(Items from a dataset)
+--

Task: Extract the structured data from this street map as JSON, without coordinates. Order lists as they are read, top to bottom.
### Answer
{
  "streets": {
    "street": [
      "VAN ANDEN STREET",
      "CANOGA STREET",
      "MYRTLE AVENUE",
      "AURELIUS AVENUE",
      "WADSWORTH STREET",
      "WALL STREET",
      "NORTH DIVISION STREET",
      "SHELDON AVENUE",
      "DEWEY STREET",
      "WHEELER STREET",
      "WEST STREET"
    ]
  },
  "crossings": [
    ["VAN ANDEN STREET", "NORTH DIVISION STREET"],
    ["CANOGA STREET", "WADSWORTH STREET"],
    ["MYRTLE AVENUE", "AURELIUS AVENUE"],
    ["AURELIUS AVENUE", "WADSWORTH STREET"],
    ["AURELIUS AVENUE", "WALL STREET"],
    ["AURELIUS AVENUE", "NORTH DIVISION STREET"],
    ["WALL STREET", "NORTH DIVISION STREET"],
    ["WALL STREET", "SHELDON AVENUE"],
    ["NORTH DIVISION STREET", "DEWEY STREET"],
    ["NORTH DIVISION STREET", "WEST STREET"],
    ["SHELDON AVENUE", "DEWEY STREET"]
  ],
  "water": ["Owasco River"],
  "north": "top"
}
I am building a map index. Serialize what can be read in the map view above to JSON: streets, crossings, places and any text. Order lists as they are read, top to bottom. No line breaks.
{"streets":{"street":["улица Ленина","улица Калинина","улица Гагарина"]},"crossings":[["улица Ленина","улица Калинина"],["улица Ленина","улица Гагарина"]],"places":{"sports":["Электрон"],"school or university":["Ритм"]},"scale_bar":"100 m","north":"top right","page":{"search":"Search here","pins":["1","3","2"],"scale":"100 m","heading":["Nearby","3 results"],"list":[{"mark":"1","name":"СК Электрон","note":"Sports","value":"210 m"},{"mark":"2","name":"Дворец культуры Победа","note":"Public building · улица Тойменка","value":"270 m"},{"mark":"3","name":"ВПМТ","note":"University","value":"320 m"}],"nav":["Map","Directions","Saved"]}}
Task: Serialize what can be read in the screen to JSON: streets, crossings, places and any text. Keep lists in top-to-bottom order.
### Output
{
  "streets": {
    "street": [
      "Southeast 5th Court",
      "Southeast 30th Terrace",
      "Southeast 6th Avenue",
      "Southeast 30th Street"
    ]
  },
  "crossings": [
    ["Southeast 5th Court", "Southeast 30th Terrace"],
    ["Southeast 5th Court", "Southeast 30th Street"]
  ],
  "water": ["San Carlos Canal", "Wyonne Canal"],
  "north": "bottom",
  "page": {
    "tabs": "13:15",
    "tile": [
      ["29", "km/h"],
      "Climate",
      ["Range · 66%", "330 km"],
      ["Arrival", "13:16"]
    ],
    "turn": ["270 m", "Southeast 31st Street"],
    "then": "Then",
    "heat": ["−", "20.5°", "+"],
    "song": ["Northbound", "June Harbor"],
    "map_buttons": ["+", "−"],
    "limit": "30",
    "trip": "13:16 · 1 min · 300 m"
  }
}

+--

• [WHAT THE EXERCISE ASKS]: Quote every line of the data, word for word.

• [EXERCISE SOLUTION]:
Task: Extract the structured data from this street map as JSON, without coordinates. Order lists as they are read, top to bottom.
### Answer
{
  "streets": {
    "street": [
      "VAN ANDEN STREET",
      "CANOGA STREET",
      "MYRTLE AVENUE",
      "AURELIUS AVENUE",
      "WADSWORTH STREET",
      "WALL STREET",
      "NORTH DIVISION STREET",
      "SHELDON AVENUE",
      "DEWEY STREET",
      "WHEELER STREET",
      "WEST STREET"
    ]
  },
  "crossings": [
    ["VAN ANDEN STREET", "NORTH DIVISION STREET"],
    ["CANOGA STREET", "WADSWORTH STREET"],
    ["MYRTLE AVENUE", "AURELIUS AVENUE"],
    ["AURELIUS AVENUE", "WADSWORTH STREET"],
    ["AURELIUS AVENUE", "WALL STREET"],
    ["AURELIUS AVENUE", "NORTH DIVISION STREET"],
    ["WALL STREET", "NORTH DIVISION STREET"],
    ["WALL STREET", "SHELDON AVENUE"],
    ["NORTH DIVISION STREET", "DEWEY STREET"],
    ["NORTH DIVISION STREET", "WEST STREET"],
    ["SHELDON AVENUE", "DEWEY STREET"]
  ],
  "water": ["Owasco River"],
  "north": "top"
}
I am building a map index. Serialize what can be read in the map view above to JSON: streets, crossings, places and any text. Order lists as they are read, top to bottom. No line breaks.
{"streets":{"street":["улица Ленина","улица Калинина","улица Гагарина"]},"crossings":[["улица Ленина","улица Калинина"],["улица Ленина","улица Гагарина"]],"places":{"sports":["Электрон"],"school or university":["Ритм"]},"scale_bar":"100 m","north":"top right","page":{"search":"Search here","pins":["1","3","2"],"scale":"100 m","heading":["Nearby","3 results"],"list":[{"mark":"1","name":"СК Электрон","note":"Sports","value":"210 m"},{"mark":"2","name":"Дворец культуры Победа","note":"Public building · улица Тойменка","value":"270 m"},{"mark":"3","name":"ВПМТ","note":"University","value":"320 m"}],"nav":["Map","Directions","Saved"]}}
Task: Serialize what can be read in the screen to JSON: streets, crossings, places and any text. Keep lists in top-to-bottom order.
### Output
{
  "streets": {
    "street": [
      "Southeast 5th Court",
      "Southeast 30th Terrace",
      "Southeast 6th Avenue",
      "Southeast 30th Street"
    ]
  },
  "crossings": [
    ["Southeast 5th Court", "Southeast 30th Terrace"],
    ["Southeast 5th Court", "Southeast 30th Street"]
  ],
  "water": ["San Carlos Canal", "Wyonne Canal"],
  "north": "bottom",
  "page": {
    "tabs": "13:15",
    "tile": [
      ["29", "km/h"],
      "Climate",
      ["Range · 66%", "330 km"],
      ["Arrival", "13:16"]
    ],
    "turn": ["270 m", "Southeast 31st Street"],
    "then": "Then",
    "heat": ["−", "20.5°", "+"],
    "song": ["Northbound", "June Harbor"],
    "map_buttons": ["+", "−"],
    "limit": "30",
    "trip": "13:16 · 1 min · 300 m"
  }
}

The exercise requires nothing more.